Louise loses job day before career day at Lena’s school
|Louise sighed as she parked her silver Kia Sephia in her garage. She sat there for five minutes and then picked up her briefcase and her purse before getting out of the car. What, she thought as she approached the front door, do I tell Lena. I can’t talk at career day, if I don’t have a job. Before she could get her key in the lock, the door opened and Nora Flat, her housekeeper-nanny, greeted her with a frown.
“What’s the matter, Nora,” she asks as the woman unlocked the security screen.
“My brother called from Phoenix today,” Nora stepped aside as Louise entered the house. “My mother fell and broke her hip. He wants me...”
“He wants you to stay with her when she gets out of the hospital.”

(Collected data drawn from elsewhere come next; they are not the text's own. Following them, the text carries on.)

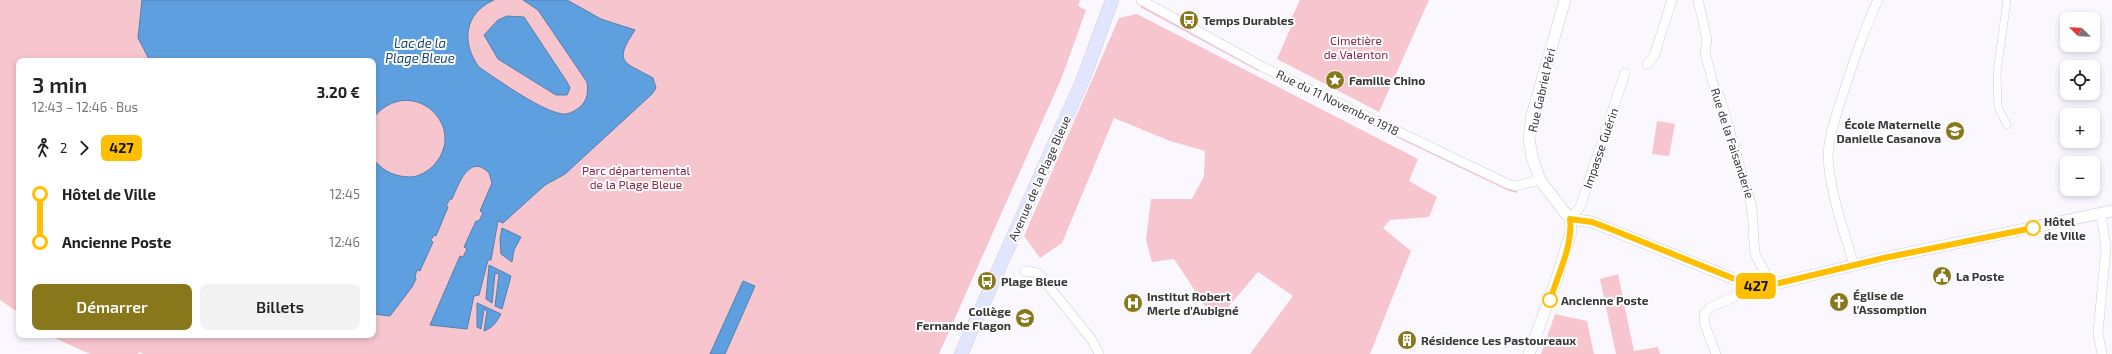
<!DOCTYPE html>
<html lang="fr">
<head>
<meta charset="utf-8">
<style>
	body { margin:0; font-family:"Exo 2",sans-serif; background:#f2f2f2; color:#222; height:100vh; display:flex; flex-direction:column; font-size:15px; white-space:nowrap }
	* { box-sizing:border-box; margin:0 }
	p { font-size:13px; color:#767676 }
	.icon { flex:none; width:22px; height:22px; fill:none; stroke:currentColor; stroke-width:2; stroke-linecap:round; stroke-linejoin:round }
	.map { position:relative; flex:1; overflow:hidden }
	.details { position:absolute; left:16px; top:58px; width:360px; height:280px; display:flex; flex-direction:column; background:#fff; border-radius:8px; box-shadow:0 2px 6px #0003 }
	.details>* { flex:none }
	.badge { padding:0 8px; border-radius:6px; font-size:14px; line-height:26px }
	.needle { width:26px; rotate:293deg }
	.buttons { position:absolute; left:2060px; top:12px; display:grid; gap:8px }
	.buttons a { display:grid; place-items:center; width:40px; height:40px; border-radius:8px; background:#fff; box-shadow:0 2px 6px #0003; font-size:20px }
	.map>.badge { position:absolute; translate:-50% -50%; box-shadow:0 0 0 2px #fff }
	.legs { display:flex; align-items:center; gap:6px; height:44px; padding:0 16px; font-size:13px }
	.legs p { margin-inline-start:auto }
	.head { display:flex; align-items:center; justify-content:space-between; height:68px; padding:0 16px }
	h1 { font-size:22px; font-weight:600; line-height:30px }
	.action { display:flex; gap:8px; margin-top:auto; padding:8px 16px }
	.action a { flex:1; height:46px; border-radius:8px; background:#89771b; color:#fff; font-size:16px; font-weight:600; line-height:46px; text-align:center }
	.action a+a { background:#f2f2f2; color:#222 }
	ul { padding:0 16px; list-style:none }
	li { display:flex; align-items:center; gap:14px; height:48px; font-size:15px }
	li i { display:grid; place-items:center; width:6px; height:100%; margin:0 5px; background:currentColor }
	li i::after { content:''; width:10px; height:10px; margin:-5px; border:3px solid; border-radius:50%; background:#fff }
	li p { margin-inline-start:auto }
	li:first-child i { background:linear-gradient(#0000 50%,currentColor 0) }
	li:last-child i { background:linear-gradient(currentColor 50%,#0000 0) }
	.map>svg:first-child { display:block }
	.green { fill:#f7c5cd }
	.water { fill:#5e9fdf; stroke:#5380ad }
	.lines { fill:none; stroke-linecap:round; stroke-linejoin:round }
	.pedestrian-casing { stroke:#d1cdd4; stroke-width:8 }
	.minor-casing { stroke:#d1cdd4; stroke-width:10 }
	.tertiary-casing { stroke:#d1cdd4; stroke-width:12 }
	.secondary-casing { stroke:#d1cdd4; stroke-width:14 }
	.pedestrian { stroke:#fff; stroke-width:7 }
	.minor { stroke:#fff; stroke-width:9 }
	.tertiary { stroke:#fff; stroke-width:11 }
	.secondary { stroke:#e2e5fe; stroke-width:13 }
	.line-1-casing { stroke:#fff; stroke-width:9 }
	.line-1 { stroke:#ffbe00; stroke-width:6 }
	.stop-1-dot { fill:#fff; stroke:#ffbe00; stroke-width:2 }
	.labels { text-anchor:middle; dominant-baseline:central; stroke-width:4; stroke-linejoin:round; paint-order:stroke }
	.poi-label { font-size:12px; font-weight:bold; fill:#383639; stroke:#fff; text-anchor:start }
	.park-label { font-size:12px; fill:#912444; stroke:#fff }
	.street-label { font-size:12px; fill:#383639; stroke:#fff }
	.stop-label { font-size:12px; font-weight:bold; fill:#383639; stroke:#fff; text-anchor:start }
	.water-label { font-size:13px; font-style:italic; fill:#174670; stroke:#fff }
</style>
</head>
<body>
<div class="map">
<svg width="2112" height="354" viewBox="0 0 2112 354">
	<rect width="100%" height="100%" fill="#fbf7fe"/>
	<path class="green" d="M0 0H1080L1078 6 1086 10 1062 77 939 354H144L139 352 138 354H90L48 335H373V61H19V313L0 300Z
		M1300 0H1429L1379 112 1277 59 1295 18 1292 17Z
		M1142 4 1260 68 1258 71 1140 7Z
		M1137 14 1418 159 1409 181 1437 197 1429 217 1390 220 1383 228 1411 251 1370 354H1250L1293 296 1258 272 1224 312H1209L1174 259 1152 262 1146 240 1151 199H1192L1204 176 1205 151 1170 141 1114 118 1062 243 1040 258 1024 236 1119 18Z
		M1353 112 1517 188V193L1509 191 1352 116Z
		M1657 121 1675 124 1669 156 1652 154Z
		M1618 274 1634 351 1658 347 1660 354H1616L1600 279Z
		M1555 314 1587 321 1594 354H1541Z"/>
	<path class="water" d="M142 0H494C464 13 461 43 479 67 495 78 548 116 566 114 572 113 578 109 582 105 588 98 588 91 587 82L538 10 523 0H567L601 19 635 30C612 64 625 62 653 78L656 88 652 94 565 174 545 185 503 223 498 221 491 260H488L479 295 474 296 467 329 430 325 460 256 463 257 467 249 464 247 476 221H479L483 213 480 211 492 183 489 173C469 152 458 186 452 199H450L446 206 448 207 436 236 434 235 431 240 433 242 420 271 417 270 415 276 416 279 412 287 390 316 373 314V159C384 172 395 177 412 177 420 176 428 171 433 166 471 126 410 72 373 118V61H150L138 38Z
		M507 16 524 17 567 82 570 88 567 95H556L498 59 484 35 498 20Z
		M502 228 521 237 514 250 512 262 501 254 500 239Z
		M489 265 511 276 502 309 495 306 499 274 495 273 492 303 486 299Z
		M743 281 755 286 725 354H710Z
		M477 303 501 314C497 321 493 328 484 331L487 311 484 309 481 329 477 327Z"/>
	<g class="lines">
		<g class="pedestrian-casing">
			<path id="pedestrian" d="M2007 125 1998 107 1997 72 2007 0"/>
		</g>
		<g class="minor-casing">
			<path id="minor" d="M1141 0 1263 67 1506 183 1515 186 1540 180
				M1698 0 1707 39 1705 53 1715 90 1720 97 1746 188C1755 209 1752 229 1755 252 1757 263 1768 273 1771 285
				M1647 64 1654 56 1672 0
				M2101 213 2106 248 2098 333 2102 354
				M1570 219 1580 207 1625 73
				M1854 265C1844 232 1830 192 1828 158 1828 138 1835 119 1841 100 1852 66 1863 32 1878 0
				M1025 271 1038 273 1092 340 1099 354
				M1716 354 1705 325 1704 314 1711 307 1734 297 1745 282"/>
		</g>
		<g class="tertiary-casing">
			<path id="tertiary" d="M1570 219 1592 222 1752 286 1771 285 1884 258 2112 211
				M1529 354 1556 281 1571 232 1570 219 1540 180 1532 157 1529 138 1532 115 1565 0"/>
		</g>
		<g class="secondary-casing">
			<path id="secondary" d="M961 354 1084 77 1112 0"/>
		</g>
		<use href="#pedestrian" class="pedestrian"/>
		<use href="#minor" class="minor"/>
		<use href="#tertiary" class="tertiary"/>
		<use href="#secondary" class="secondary"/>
	</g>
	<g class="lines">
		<g class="line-1-casing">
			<path id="line-1" d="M1550 300C1558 274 1573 246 1570 219L1592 222 1613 230 1752 286 1771 285 1884 258 2033 228"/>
		</g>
		<use href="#line-1" class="line-1"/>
	</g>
	<defs>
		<g id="bus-disc" transform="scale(1)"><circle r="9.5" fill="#89771b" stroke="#fff"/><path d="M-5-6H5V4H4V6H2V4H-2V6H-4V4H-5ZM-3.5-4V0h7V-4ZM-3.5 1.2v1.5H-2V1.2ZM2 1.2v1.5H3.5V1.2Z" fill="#fff"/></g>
		<g id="sight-disc" transform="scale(1)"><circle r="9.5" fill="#89771b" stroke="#fff"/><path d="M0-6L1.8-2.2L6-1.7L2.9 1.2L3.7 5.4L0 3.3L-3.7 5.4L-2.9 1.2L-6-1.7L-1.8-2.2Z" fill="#fff"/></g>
		<g id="school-disc" transform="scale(1)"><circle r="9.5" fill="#89771b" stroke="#fff"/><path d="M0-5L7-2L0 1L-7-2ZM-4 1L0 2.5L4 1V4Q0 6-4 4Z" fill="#fff"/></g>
		<g id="civic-disc" transform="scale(1)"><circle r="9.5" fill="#89771b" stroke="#fff"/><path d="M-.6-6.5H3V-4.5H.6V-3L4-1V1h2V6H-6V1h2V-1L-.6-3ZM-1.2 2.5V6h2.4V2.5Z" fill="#fff"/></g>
		<g id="church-disc" transform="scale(1)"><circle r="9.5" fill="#89771b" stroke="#fff"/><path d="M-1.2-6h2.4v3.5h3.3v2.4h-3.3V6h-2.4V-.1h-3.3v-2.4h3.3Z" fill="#fff"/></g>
		<g id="hospital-disc" transform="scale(1)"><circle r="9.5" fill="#89771b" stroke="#fff"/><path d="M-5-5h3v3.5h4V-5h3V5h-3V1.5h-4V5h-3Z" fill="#fff"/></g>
		<g id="building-disc" transform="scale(1)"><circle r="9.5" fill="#89771b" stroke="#fff"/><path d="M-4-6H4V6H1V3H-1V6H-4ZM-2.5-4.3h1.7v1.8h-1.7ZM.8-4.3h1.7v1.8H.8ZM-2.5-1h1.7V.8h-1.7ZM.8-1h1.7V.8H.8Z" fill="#fff"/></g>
	</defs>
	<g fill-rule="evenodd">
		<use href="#bus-disc" x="1189" y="20"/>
		<use href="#sight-disc" x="1335" y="80"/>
		<use href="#school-disc" x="1955" y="131"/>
		<use href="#civic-disc" x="1942" y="276"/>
		<use href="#bus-disc" x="987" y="281"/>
		<use href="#church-disc" x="1839" y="302"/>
		<use href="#hospital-disc" x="1133" y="303"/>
		<use href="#school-disc" x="1025" y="318"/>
		<use href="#building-disc" x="1407" y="340"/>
	</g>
	<g class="stop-1-dot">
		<circle cx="2033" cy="228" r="7"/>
		<circle cx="1550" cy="300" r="7"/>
	</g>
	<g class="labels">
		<g class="poi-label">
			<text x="1203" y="20">Temps Durables</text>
			<text x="1349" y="80">Famille Chino</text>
			<text x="1941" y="124" text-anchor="end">École Maternelle<tspan x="1941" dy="14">Danielle Casanova</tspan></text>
			<text x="1956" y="276">La Poste</text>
			<text x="1001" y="281">Plage Bleue</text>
			<text x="1853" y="295">Église de<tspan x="1853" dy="14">l'Assomption</tspan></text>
			<text x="1147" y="296">Institut Robert<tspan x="1147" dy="14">Merle d'Aubigné</tspan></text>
			<text x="1011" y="311" text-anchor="end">Collège<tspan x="1011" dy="14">Fernande Flagon</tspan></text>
			<text x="1421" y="340">Résidence Les Pastoureaux</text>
		</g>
		<g class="park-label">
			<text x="1356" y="40">Cimetière<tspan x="1356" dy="14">de Valenton</tspan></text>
			<text x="636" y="170">Parc départemental<tspan x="636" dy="14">de la Plage Bleue</tspan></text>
		</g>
		<g class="street-label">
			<text transform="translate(1541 90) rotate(-77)">Rue Gabriel Péri</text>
			<text transform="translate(1338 102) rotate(26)">Rue du 11 Novembre 1918</text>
			<text transform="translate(1733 143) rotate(72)">Rue de la Faisanderie</text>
			<text transform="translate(1600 148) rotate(-71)">Impasse Guérin</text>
			<text transform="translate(1039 178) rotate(-66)">Avenue de la Plage Bleue</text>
		</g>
		<g class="stop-label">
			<text x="2044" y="221">Hôtel<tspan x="2044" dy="14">de Ville</tspan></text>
			<text x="1561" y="300">Ancienne Poste</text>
		</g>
		<g class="water-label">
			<text x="420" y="43">Lac de la<tspan x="420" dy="15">Plage Bleue</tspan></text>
		</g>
	</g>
</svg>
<div class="buttons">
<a><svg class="needle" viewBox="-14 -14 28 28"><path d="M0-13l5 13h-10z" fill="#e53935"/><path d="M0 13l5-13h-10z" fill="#767676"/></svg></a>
<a><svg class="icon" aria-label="locate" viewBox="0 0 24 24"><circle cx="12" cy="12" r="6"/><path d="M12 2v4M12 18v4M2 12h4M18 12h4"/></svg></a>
<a>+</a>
<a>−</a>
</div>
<b class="badge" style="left:1756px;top:286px;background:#ffbe00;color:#111">427</b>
<section class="details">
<div class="head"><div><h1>3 min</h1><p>12:43 – 12:46 · Bus</p></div><b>3.20 €</b></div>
<div class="legs"><svg class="icon" aria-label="walk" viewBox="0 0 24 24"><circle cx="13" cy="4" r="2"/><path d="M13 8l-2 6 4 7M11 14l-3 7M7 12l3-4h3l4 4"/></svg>2<svg class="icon" aria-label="forward" viewBox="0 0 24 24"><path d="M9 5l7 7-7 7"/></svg><b class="badge" style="background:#ffbe00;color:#111">427</b></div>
<ul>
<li><i style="color:#ffbe00"></i><b>Hôtel de Ville</b><p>12:45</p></li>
<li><i style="color:#ffbe00"></i><b>Ancienne Poste</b><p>12:46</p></li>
</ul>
<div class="action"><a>Démarrer</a><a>Billets</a></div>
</section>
</div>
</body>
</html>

That’s a relief, she sit her briefcase on the floor and took her check book out of her purse, maybe I’ll have another job before Nora gets back and I won’t have to lay her off.
“Why don’t you take your vacation now,” she wrote a check and handed it to Nora. “I have some... unexpected time off, so I can handle things around here for four weeks.”
“Thank you.” Nora grabbed her sweater and purse off the hall tree and left.
Louise locked the security screen and closed the door. Then she went upstairs to her daughter’s room. Opening the door she peeked in, Lena lay on her bed fast asleep, with a Kindle lying by her side.
“Good”, Louise said going back to the stairs, “I don’t have to tell her until morning.”
Going into the kitchen, she made a fresh carafe of coffee. Then she went to the refrigerator, opened the freezer, and took out a pint of Death by Chocolate ice cream. Removing a spoon from the silverware drawer, she sat down at the table and began eating.
“What am I going to do?” She addressed the pint of ice cream. “I can’t go to career day without a career or at least a job.”
“Louise,” her grandmother’s voice echoed through the room. “Remember when God closes a door, He opens a window.”
“Granny,” she looked around room, “even dead you’re still mixing your metaphors.” At that moment, her cell phone ring.
She took the phone out of her jacket pocket, looked at the phone number, and pressed answer, “Nora, did you forget something?”
“How many boxes are in the living room?”
Getting up from the table, she poured a cup of coffee and went into the living room. She placed the cup on a side stand next to the couch and opened the first of six large boxes blocking the door to the entrance hall. A white business sized envelop, with her name on the front, lay on top of several books. Inside was a letter.
In accordance with our divorce agreement, I am sending you the children’s books we wrote and self-published. You may sell them, give them away, burn them, or put them in storage; I do not care. I do not want see them again.
Please, give Lena my love. Tell her Daddy will be sending her a birthday gift soon.
Your ex-love and husband,
She picked up the first book and smiled. On the cover, was a picture of a calico cat with white angel-like wings and the title “The Adventures of Cali the Flying Cat” by Louise Huston and illustrated by Syros Huston.
“Well,” she said sitting down on the couch and picking up her coffee. “I guess Granny was right God does open up a window when He closes a door. I just hope Lena isn’t upset when I talk about the trials and tribulations of being a self-published author instead of a successful office manager.”
The next day, after putting Lena on the bus Louise put forty books, enough for each student in Lena’s class, in the car and drove to Morris Elementary. At the school, with the help of the Principle Jones, she put the books onto lunch cart and rolled it into Lena’s class. Principle Jones leaned down and whispered something into the teacher ear.
“Our next parent,” said Ms. Hatfield “is Mrs. Louise Huston, Lena’s mother, who is a successful self-publish author. Mrs. Huston has brought a book for each of you. Lena, would you like to help me pass them out.”
“Yes,” Lena’s face glowed as she laid a book on each classmate’s desk.